What to produce – Reproduce the records word for word, apart from the images they contain.

[Data items]
=== Begin Enclosure ===

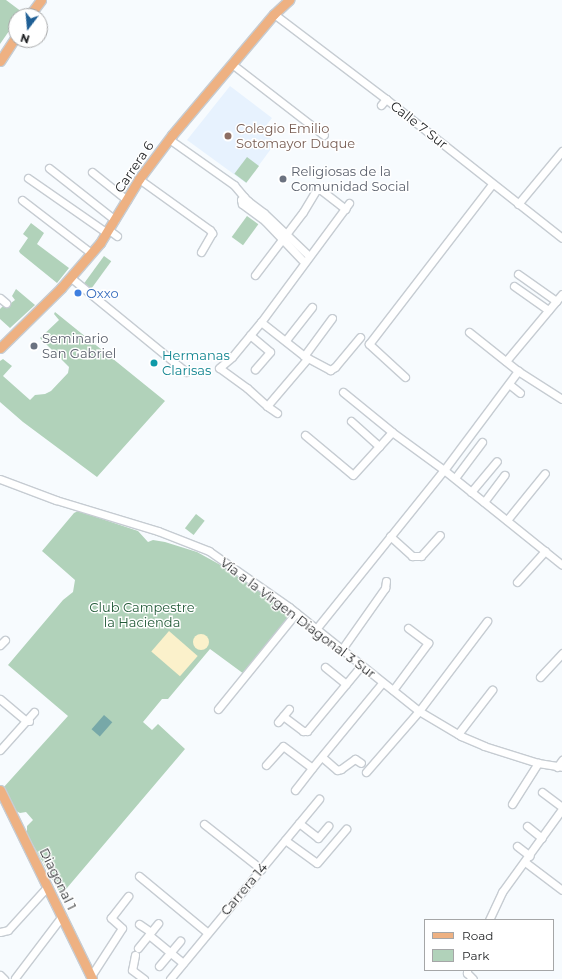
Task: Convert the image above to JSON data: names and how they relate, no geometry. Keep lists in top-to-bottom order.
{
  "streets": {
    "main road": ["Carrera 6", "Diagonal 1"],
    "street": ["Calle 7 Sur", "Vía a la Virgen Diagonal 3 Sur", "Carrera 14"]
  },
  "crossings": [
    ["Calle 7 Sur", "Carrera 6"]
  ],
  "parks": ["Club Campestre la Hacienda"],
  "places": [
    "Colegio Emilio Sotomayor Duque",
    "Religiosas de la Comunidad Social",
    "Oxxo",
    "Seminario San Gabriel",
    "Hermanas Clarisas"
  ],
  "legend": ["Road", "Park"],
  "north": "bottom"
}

=== End Enclosure ===

Solution for this problem –
Task: Convert the image above to JSON data: names and how they relate, no geometry. Keep lists in top-to-bottom order.
{
  "streets": {
    "main road": ["Carrera 6", "Diagonal 1"],
    "street": ["Calle 7 Sur", "Vía a la Virgen Diagonal 3 Sur", "Carrera 14"]
  },
  "crossings": [
    ["Calle 7 Sur", "Carrera 6"]
  ],
  "parks": ["Club Campestre la Hacienda"],
  "places": [
    "Colegio Emilio Sotomayor Duque",
    "Religiosas de la Comunidad Social",
    "Oxxo",
    "Seminario San Gabriel",
    "Hermanas Clarisas"
  ],
  "legend": ["Road", "Park"],
  "north": "bottom"
}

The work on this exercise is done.